Records for the exercise -
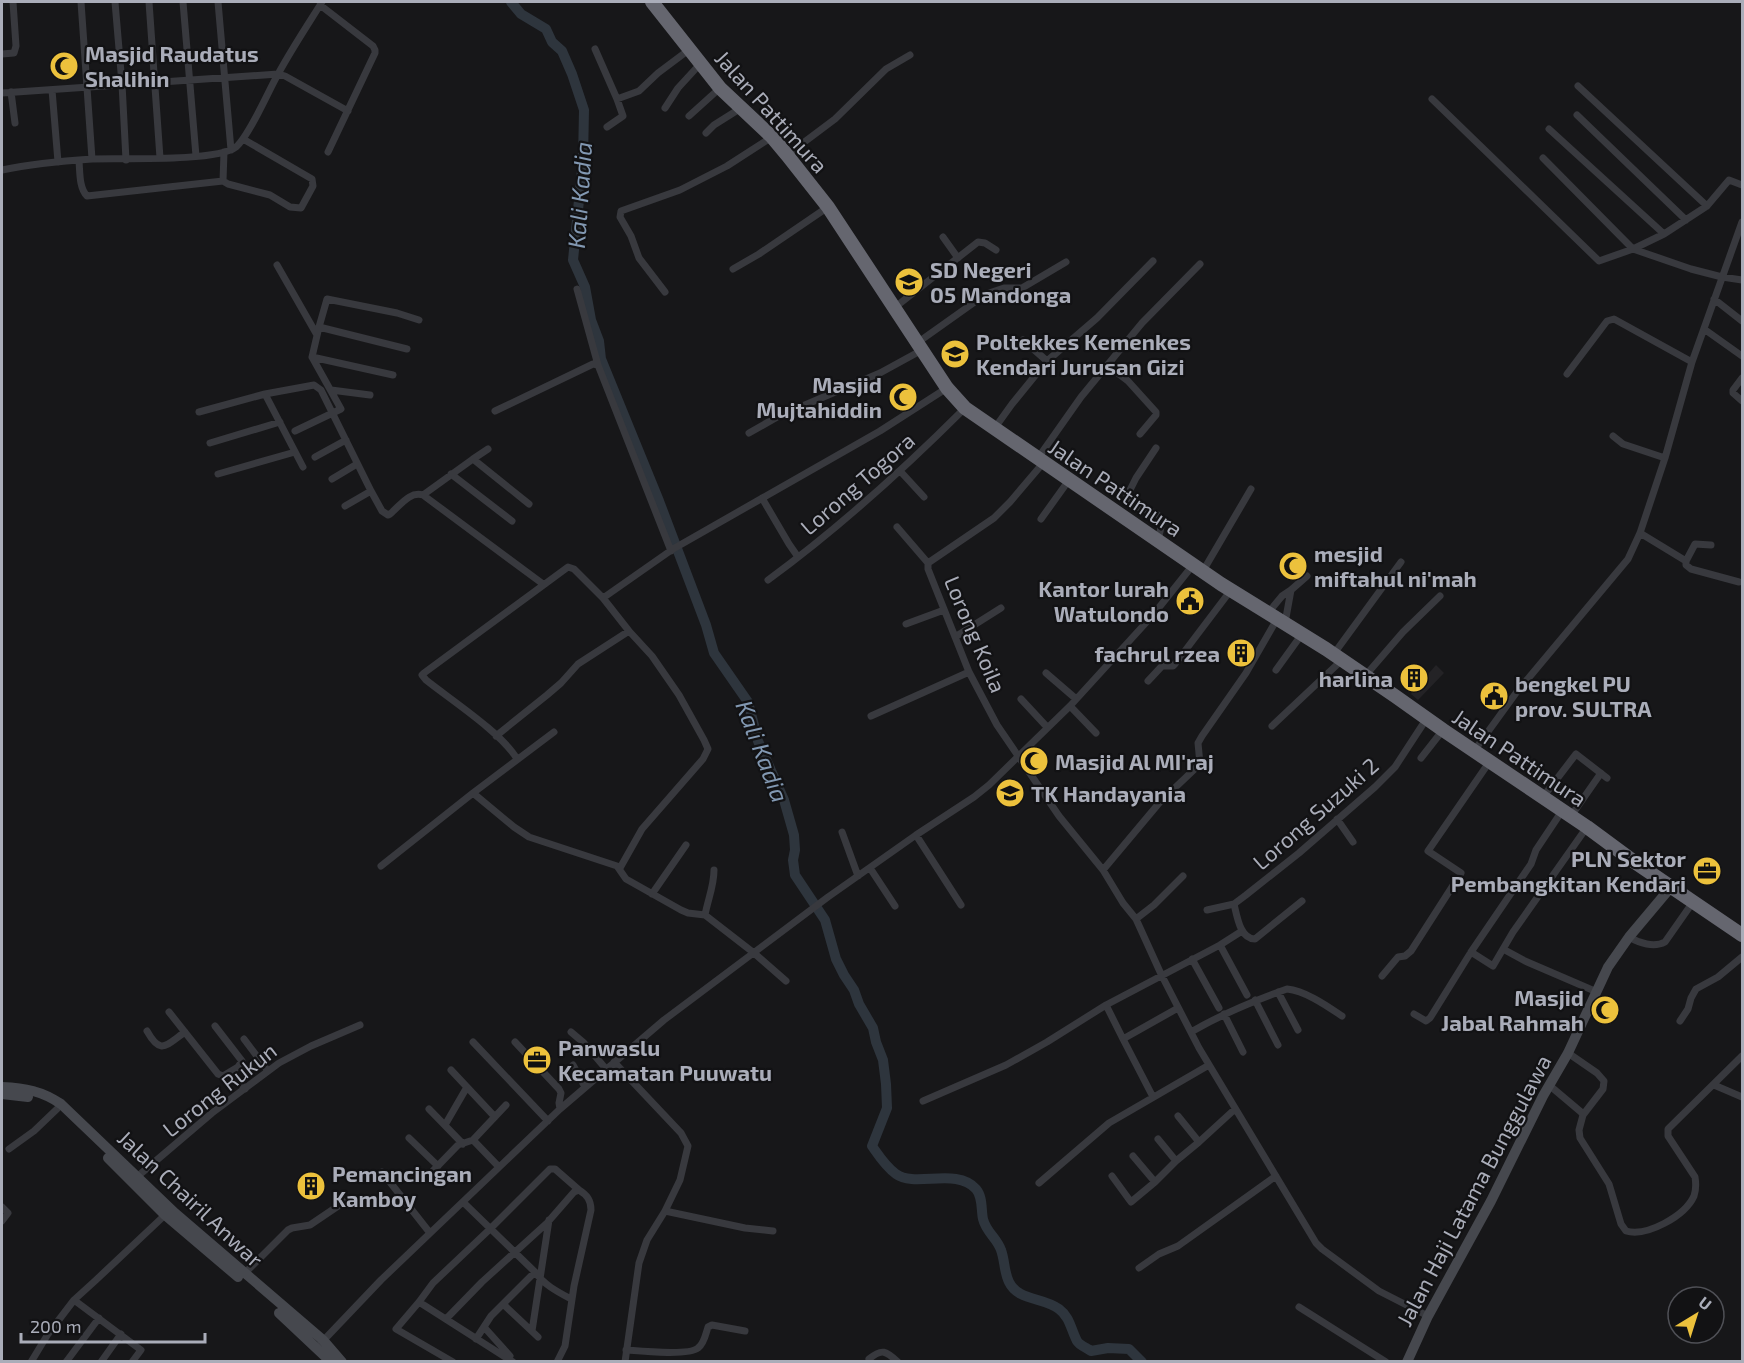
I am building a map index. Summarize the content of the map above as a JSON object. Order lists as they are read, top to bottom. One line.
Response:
{"streets":{"highway":["Jalan Pattimura"],"main road":["Jalan Haji Latama Bunggulawa","Jalan Chairil Anwar"],"street":["Lorong Togora","Lorong Koila","Lorong Suzuki 2","Lorong Rukun"]},"crossings":[["Jalan Pattimura","Lorong Togora"],["Jalan Pattimura","Lorong Koila"],["Jalan Pattimura","Lorong Suzuki 2"],["Jalan Pattimura","Jalan Haji Latama Bunggulawa"],["Lorong Koila","Jalan Haji Latama Bunggulawa"],["Lorong Rukun","Jalan Chairil Anwar"]],"water":["Kali Kadia"],"places":{"mosque":["Masjid Raudatus Shalihin","Masjid Mujtahiddin","mesjid miftahul ni'mah","Masjid Al MI'raj","Masjid Jabal Rahmah"],"school or university":["SD Negeri 05 Mandonga","Poltekkes Kemenkes Kendari Jurusan Gizi","TK Handayania"],"public building":["Kantor lurah Watulondo","bengkel PU prov. SULTRA"],"building":["fachrul rzea","harlina","Pemancingan Kamboy"],"office":["PLN Sektor Pembangkitan Kendari","Panwaslu Kecamatan Puuwatu"]},"scale_bar":"200 m","north":"top right"}
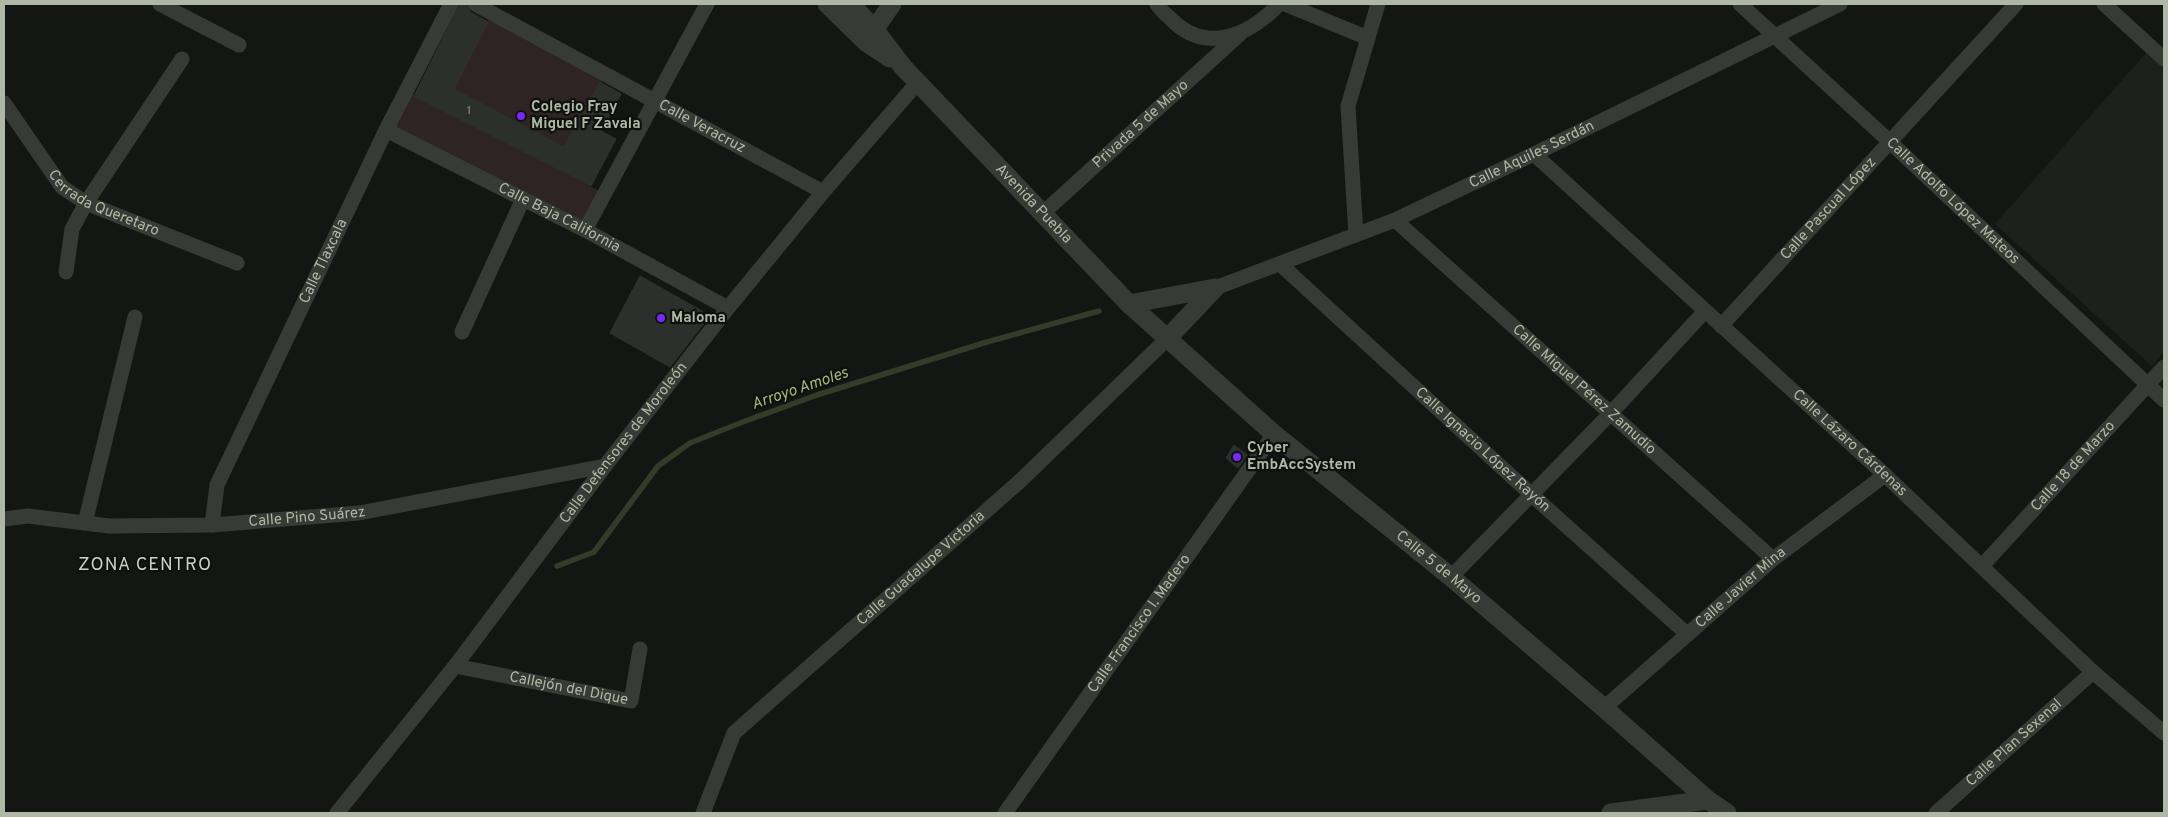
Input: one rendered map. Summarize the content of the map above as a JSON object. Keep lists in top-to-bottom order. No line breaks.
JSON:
{"streets":{"street":["Privada 5 de Mayo","Calle Veracruz","Calle Aquiles Serdán","Cerrada Queretaro","Calle Adolfo López Mateos","Avenida Puebla","Calle Pascual López","Calle Baja California","Calle Tlaxcala","Calle Miguel Pérez Zamudio","Calle Lázaro Cárdenas","Calle Defensores de Moroleón","Calle Ignacio López Rayón","Calle 18 de Marzo","Calle Pino Suárez","Calle Guadalupe Victoria","Calle 5 de Mayo","Calle Javier Mina","Calle Francisco I. Madero","Callejón del Dique","Calle Plan Sexenal"]},"crossings":[["Privada 5 de Mayo","Avenida Puebla"],["Calle Veracruz","Calle Defensores de Moroleón"],["Calle Aquiles Serdán","Calle Adolfo López Mateos"],["Calle Aquiles Serdán","Avenida Puebla"],["Calle Aquiles Serdán","Calle Miguel Pérez Zamudio"],["Calle Aquiles Serdán","Calle Lázaro Cárdenas"],["Calle Aquiles Serdán","Calle Ignacio López Rayón"],["Calle Aquiles Serdán","Calle Guadalupe Victoria"],["Calle Aquiles Serdán","Calle 5 de Mayo"],["Calle Adolfo López Mateos","Calle Pascual López"],["Calle Adolfo López Mateos","Calle 18 de Marzo"],["Avenida Puebla","Calle Defensores de Moroleón"],["Avenida Puebla","Calle Guadalupe Victoria"],["Avenida Puebla","Calle 5 de Mayo"],["Calle Pascual López","Calle Lázaro Cárdenas"],["Calle Baja California","Calle Tlaxcala"],["Calle Baja California","Calle Defensores de Moroleón"],["Calle Tlaxcala","Calle Pino Suárez"],["Calle Miguel Pérez Zamudio","Calle Javier Mina"],["Calle Lázaro Cárdenas","Calle 18 de Marzo"],["Calle Lázaro Cárdenas","Calle Javier Mina"],["Calle Lázaro Cárdenas","Calle Plan Sexenal"],["Calle Defensores de Moroleón","Calle Pino Suárez"],["Calle Defensores de Moroleón","Callejón del Dique"],["Calle Ignacio López Rayón","Calle Javier Mina"],["Calle Guadalupe Victoria","Calle 5 de Mayo"],["Calle 5 de Mayo","Calle Javier Mina"],["Calle 5 de Mayo","Calle Francisco I. Madero"]],"districts":["ZONA CENTRO"],"water":["Arroyo Amoles"],"places":["Colegio Fray Miguel F Zavala","Maloma","Cyber EmbAccSystem"],"house_numbers":["1"]}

What the task asks - Your task is to retype the records above in full and exactly, omitting the pictures.

Result for this exercise -
I am building a map index. Summarize the content of the map above as a JSON object. Order lists as they are read, top to bottom. One line.
Response:
{"streets":{"highway":["Jalan Pattimura"],"main road":["Jalan Haji Latama Bunggulawa","Jalan Chairil Anwar"],"street":["Lorong Togora","Lorong Koila","Lorong Suzuki 2","Lorong Rukun"]},"crossings":[["Jalan Pattimura","Lorong Togora"],["Jalan Pattimura","Lorong Koila"],["Jalan Pattimura","Lorong Suzuki 2"],["Jalan Pattimura","Jalan Haji Latama Bunggulawa"],["Lorong Koila","Jalan Haji Latama Bunggulawa"],["Lorong Rukun","Jalan Chairil Anwar"]],"water":["Kali Kadia"],"places":{"mosque":["Masjid Raudatus Shalihin","Masjid Mujtahiddin","mesjid miftahul ni'mah","Masjid Al MI'raj","Masjid Jabal Rahmah"],"school or university":["SD Negeri 05 Mandonga","Poltekkes Kemenkes Kendari Jurusan Gizi","TK Handayania"],"public building":["Kantor lurah Watulondo","bengkel PU prov. SULTRA"],"building":["fachrul rzea","harlina","Pemancingan Kamboy"],"office":["PLN Sektor Pembangkitan Kendari","Panwaslu Kecamatan Puuwatu"]},"scale_bar":"200 m","north":"top right"}
Input: one rendered map. Summarize the content of the map above as a JSON object. Keep lists in top-to-bottom order. No line breaks.
JSON:
{"streets":{"street":["Privada 5 de Mayo","Calle Veracruz","Calle Aquiles Serdán","Cerrada Queretaro","Calle Adolfo López Mateos","Avenida Puebla","Calle Pascual López","Calle Baja California","Calle Tlaxcala","Calle Miguel Pérez Zamudio","Calle Lázaro Cárdenas","Calle Defensores de Moroleón","Calle Ignacio López Rayón","Calle 18 de Marzo","Calle Pino Suárez","Calle Guadalupe Victoria","Calle 5 de Mayo","Calle Javier Mina","Calle Francisco I. Madero","Callejón del Dique","Calle Plan Sexenal"]},"crossings":[["Privada 5 de Mayo","Avenida Puebla"],["Calle Veracruz","Calle Defensores de Moroleón"],["Calle Aquiles Serdán","Calle Adolfo López Mateos"],["Calle Aquiles Serdán","Avenida Puebla"],["Calle Aquiles Serdán","Calle Miguel Pérez Zamudio"],["Calle Aquiles Serdán","Calle Lázaro Cárdenas"],["Calle Aquiles Serdán","Calle Ignacio López Rayón"],["Calle Aquiles Serdán","Calle Guadalupe Victoria"],["Calle Aquiles Serdán","Calle 5 de Mayo"],["Calle Adolfo López Mateos","Calle Pascual López"],["Calle Adolfo López Mateos","Calle 18 de Marzo"],["Avenida Puebla","Calle Defensores de Moroleón"],["Avenida Puebla","Calle Guadalupe Victoria"],["Avenida Puebla","Calle 5 de Mayo"],["Calle Pascual López","Calle Lázaro Cárdenas"],["Calle Baja California","Calle Tlaxcala"],["Calle Baja California","Calle Defensores de Moroleón"],["Calle Tlaxcala","Calle Pino Suárez"],["Calle Miguel Pérez Zamudio","Calle Javier Mina"],["Calle Lázaro Cárdenas","Calle 18 de Marzo"],["Calle Lázaro Cárdenas","Calle Javier Mina"],["Calle Lázaro Cárdenas","Calle Plan Sexenal"],["Calle Defensores de Moroleón","Calle Pino Suárez"],["Calle Defensores de Moroleón","Callejón del Dique"],["Calle Ignacio López Rayón","Calle Javier Mina"],["Calle Guadalupe Victoria","Calle 5 de Mayo"],["Calle 5 de Mayo","Calle Javier Mina"],["Calle 5 de Mayo","Calle Francisco I. Madero"]],"districts":["ZONA CENTRO"],"water":["Arroyo Amoles"],"places":["Colegio Fray Miguel F Zavala","Maloma","Cyber EmbAccSystem"],"house_numbers":["1"]}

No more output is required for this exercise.